Bu tarihlerde, Karadağ’ın başkenti Çetine’de Osmanlı Devleti’nin elçisi olan Alfred Rüstem Bey’in İşkodra ve Kosova vilayetlerinin durumuyla yakından ilgilendiğini biliyoruz. O, Çetine’deki diğer ülke elçileriyle görüşmeler yapıyor, bu bölgenin durumu hakkında raporlar hazırlıyordu. Bu bildiriye konu olan Alfred Rüstem Bey’in 7 Ocak 1911 tarihli raporu, Balkan Savaşı öncesinde Arnavutluk’un, Kosova ve İşkodra’nın durumunu anlama bakımından önemli görülmüştür. Söz konusu raporu analize geçmeden önce, Alfred Rüstem Bey’i kısaca tanımanın gerekli olduğunu düşünüyoruz.

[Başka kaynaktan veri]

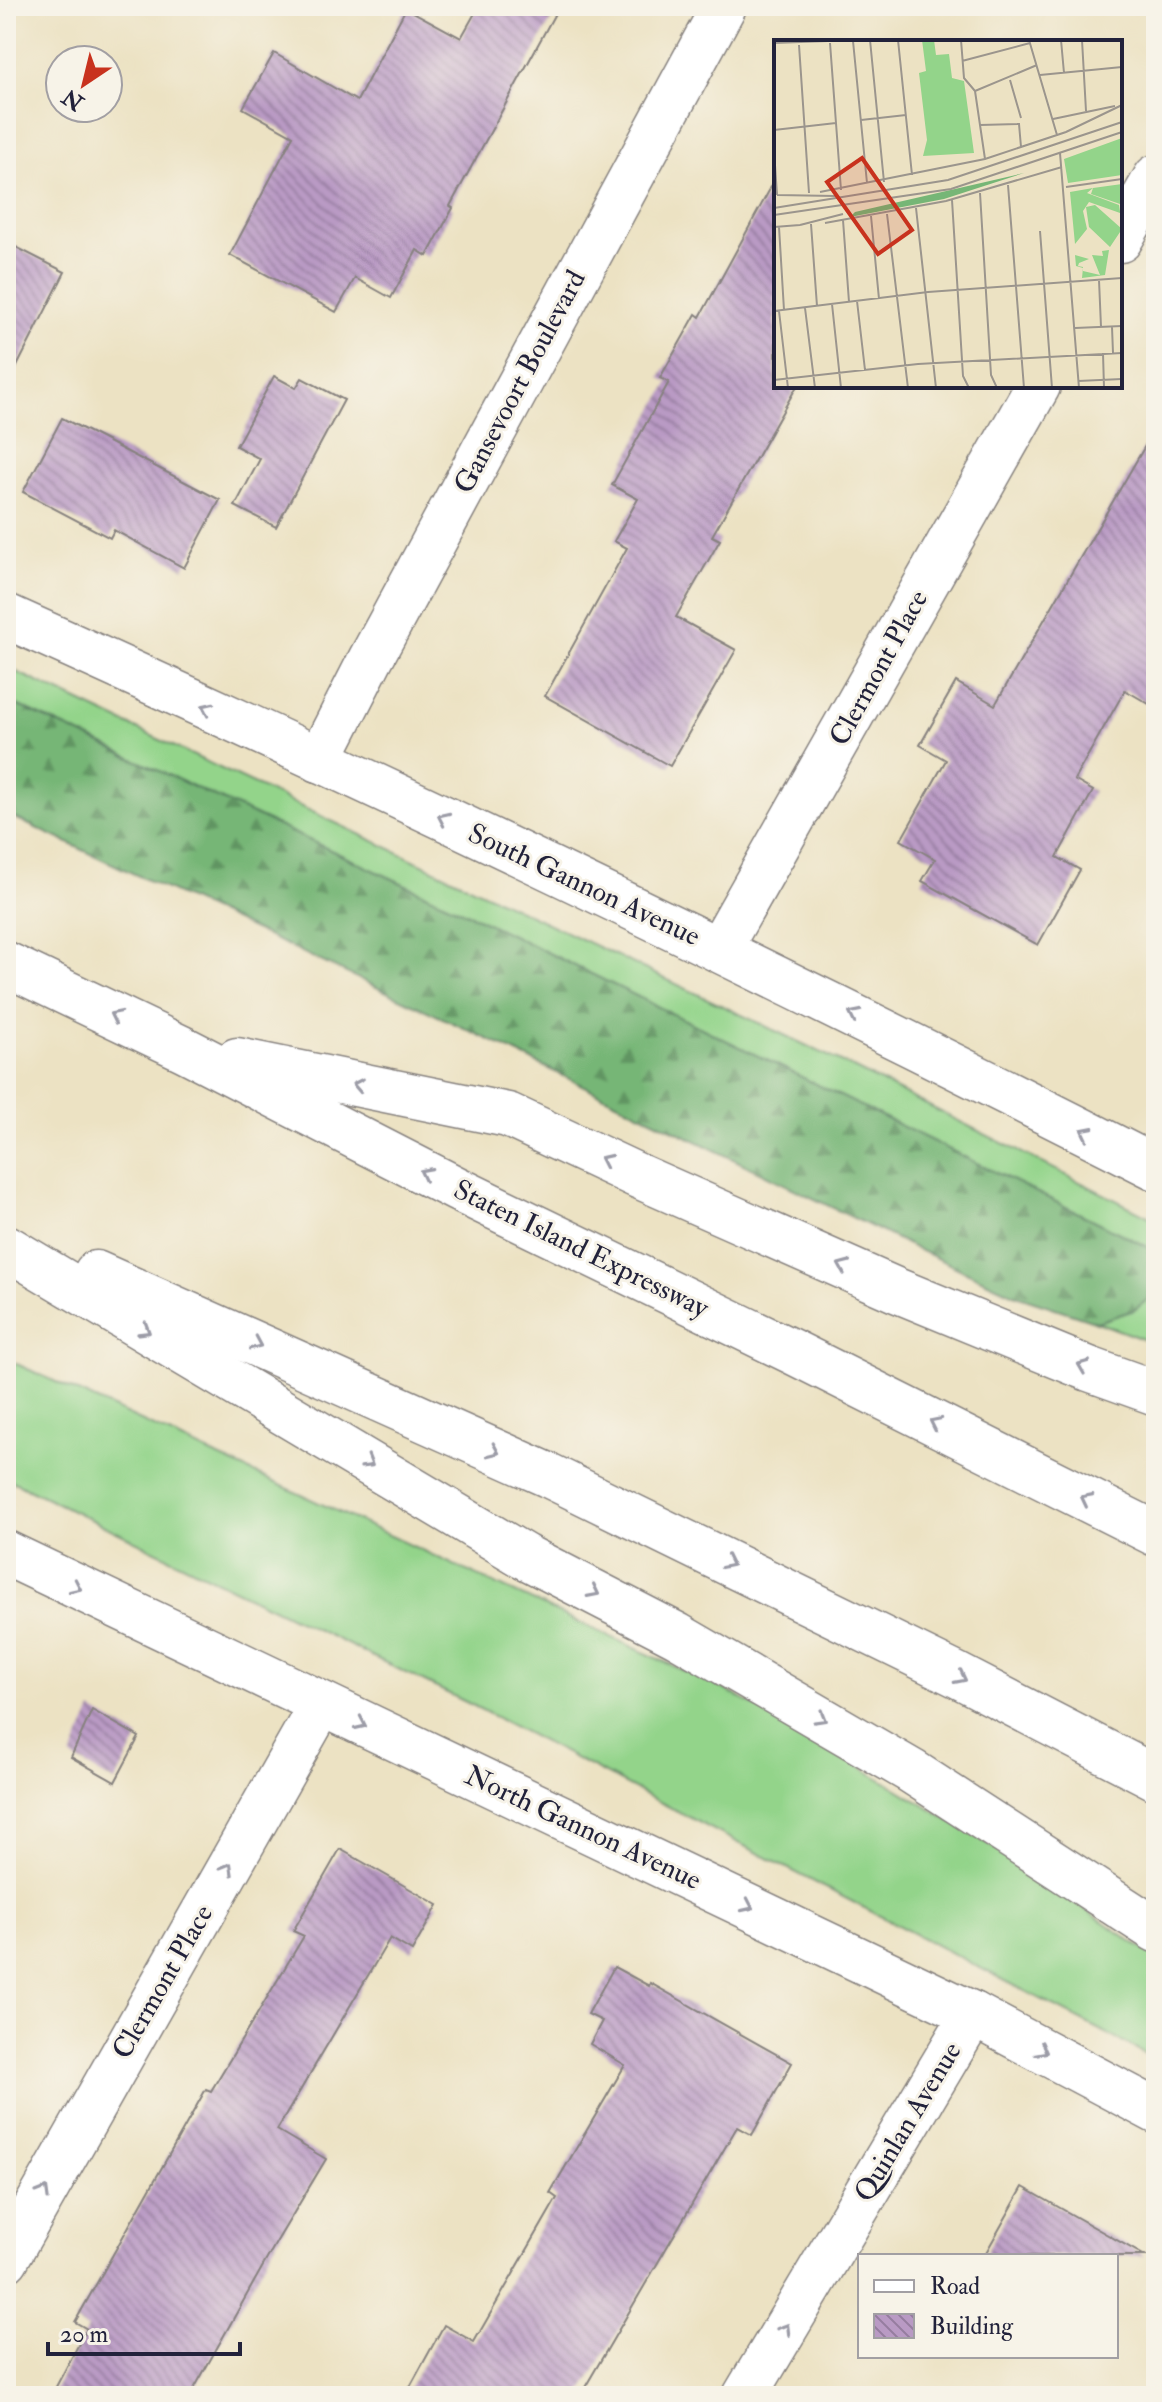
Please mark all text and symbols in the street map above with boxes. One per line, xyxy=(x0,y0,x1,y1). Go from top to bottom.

Alfred (Ahmet)[2] Rüstem Bey, siyaset ve diplomasi alanında yakın Türk tarihinde iz bırakan önemli bir şahsiyettir. Babası Polonya asıllı ve sonradan Müslüman olarak Osmanlı hizmetine girmiş bir hariciyecidir. Rüstem Bey genç yaşta Osmanlı hariciyesinde görev almaya başlamış ve Osmanlı-Türk menfaatlerini kararlı bir şekilde savunmasıyla dikkat çekmiş başarılı, dürüst bir diplomattır. Ülke menfaati için Bazı Osmanlı diplomatlarının yolsuzluklarını dile getirmekten çekinmemiştir. Mili konularda çok duyarlı ve cesur idi. Washington’da büyükelçi olarak bulunduğu sırada 1915’te asılsız Ermeni iddialarına karşı, Amerikan basınında Türk tezini ve doğruları savunmasıyla zamanın Amerikan yönetimince “istenmeyen adam” ilan edilmişti. Alfred Rüstem Bey, Mondros Mütarekesi sonrasında da millî bir çizgi takip ederek Millî Mücadele’nin bizzat içinde bulunmuştur. Adana Müdafaa-i Hukuk Cemiyetinin kuruluşunda yer almış, daha sonra Sivas Kongresi’ne katılmış ve Heyet-i Temsiliye’de danışman üye olarak görev almıştır. Ankara’ya geldikten sonra İstanbul’da toplanan Meclis-i Mebusan’a Ankara milletvekili olarak iştirak etmiş, Meclis kapatılınca yeniden aynı sıfatla Ankara’ya dönüp TBMM’de çalışmaya başlamıştır. Alıngan kişiliği sebebiyle Mustafa Kemal’le yaptığı bir tartışma sonucu 8 Eylül 1920’de milletvekilliğinden de istifa ederek Avrupa’ya gitmiş ve orada Türkiye lehinde yazılar yazmaya başlamıştır. Hizmetlerinden dolayı Atatürk tarafından “vatana hizmet” kaleminden kendisine bağlanan 150 lira maaşla gecimini sağlamış olan Rüstem bey, 1935’te 73 yaşında iken hayata gözlerini yummuştur[3].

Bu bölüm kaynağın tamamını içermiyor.